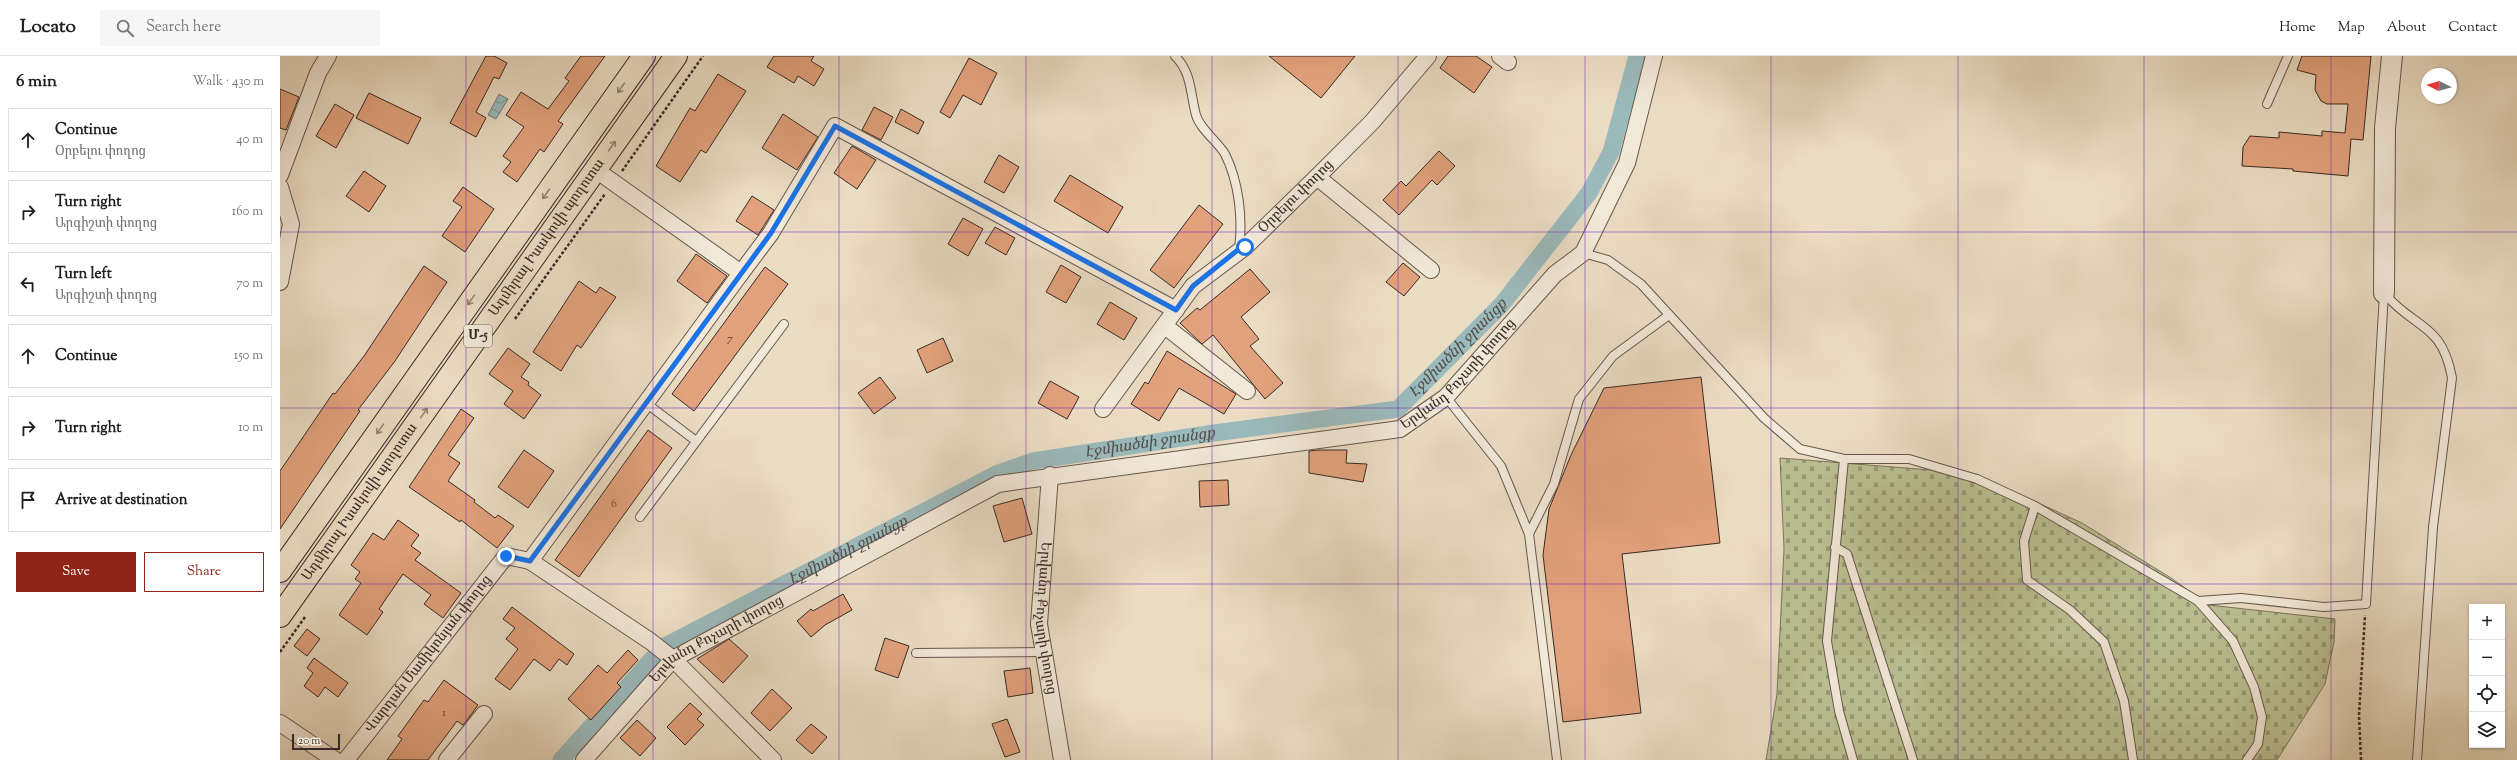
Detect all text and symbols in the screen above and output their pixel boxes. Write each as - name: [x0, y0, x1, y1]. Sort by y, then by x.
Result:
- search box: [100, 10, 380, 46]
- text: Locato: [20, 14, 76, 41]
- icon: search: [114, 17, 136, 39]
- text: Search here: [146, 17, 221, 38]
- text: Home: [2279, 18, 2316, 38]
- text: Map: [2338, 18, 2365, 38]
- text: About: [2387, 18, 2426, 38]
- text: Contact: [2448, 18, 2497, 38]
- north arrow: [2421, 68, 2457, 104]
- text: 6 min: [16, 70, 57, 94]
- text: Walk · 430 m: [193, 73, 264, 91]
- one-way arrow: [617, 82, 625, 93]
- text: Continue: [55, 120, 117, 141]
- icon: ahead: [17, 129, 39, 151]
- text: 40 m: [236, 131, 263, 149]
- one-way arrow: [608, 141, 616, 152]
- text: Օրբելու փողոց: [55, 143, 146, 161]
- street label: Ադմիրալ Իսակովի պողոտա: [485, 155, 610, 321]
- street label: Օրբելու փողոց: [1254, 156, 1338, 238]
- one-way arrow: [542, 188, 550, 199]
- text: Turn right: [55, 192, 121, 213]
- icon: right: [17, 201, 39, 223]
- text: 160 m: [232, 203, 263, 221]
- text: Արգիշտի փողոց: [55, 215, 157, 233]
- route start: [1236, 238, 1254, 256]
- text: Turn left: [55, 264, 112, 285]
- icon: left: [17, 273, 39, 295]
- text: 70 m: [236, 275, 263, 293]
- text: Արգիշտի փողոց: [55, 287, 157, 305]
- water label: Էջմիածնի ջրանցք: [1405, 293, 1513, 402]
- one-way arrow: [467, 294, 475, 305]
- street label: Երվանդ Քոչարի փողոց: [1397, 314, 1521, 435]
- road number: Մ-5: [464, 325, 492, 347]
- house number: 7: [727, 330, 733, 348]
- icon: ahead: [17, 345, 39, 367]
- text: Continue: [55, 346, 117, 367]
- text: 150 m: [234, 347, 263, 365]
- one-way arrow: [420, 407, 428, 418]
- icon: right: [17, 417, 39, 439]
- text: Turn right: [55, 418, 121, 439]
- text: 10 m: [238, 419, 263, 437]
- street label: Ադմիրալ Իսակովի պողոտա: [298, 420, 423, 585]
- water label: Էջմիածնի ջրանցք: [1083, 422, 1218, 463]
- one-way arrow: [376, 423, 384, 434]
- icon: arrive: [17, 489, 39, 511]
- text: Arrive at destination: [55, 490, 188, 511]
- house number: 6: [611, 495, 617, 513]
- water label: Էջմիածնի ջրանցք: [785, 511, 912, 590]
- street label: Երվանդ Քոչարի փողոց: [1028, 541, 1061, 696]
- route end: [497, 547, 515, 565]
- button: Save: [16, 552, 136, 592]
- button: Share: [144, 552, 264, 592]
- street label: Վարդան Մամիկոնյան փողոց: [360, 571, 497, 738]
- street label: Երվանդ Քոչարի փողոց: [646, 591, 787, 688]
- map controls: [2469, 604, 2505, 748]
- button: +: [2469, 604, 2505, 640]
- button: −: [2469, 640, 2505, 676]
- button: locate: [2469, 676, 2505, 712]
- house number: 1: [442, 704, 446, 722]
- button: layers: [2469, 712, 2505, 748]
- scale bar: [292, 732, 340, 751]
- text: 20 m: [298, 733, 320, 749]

☆ ☆ ☆ ☆ ☆ ☆ ☆

**WORK TO BE COMPLETED**: Extract all lines from the data in which "right" is found.

**RESULT BELOW**:
- text: Turn right: [55, 192, 121, 213]
- icon: right: [17, 201, 39, 223]
- icon: right: [17, 417, 39, 439]
- text: Turn right: [55, 418, 121, 439]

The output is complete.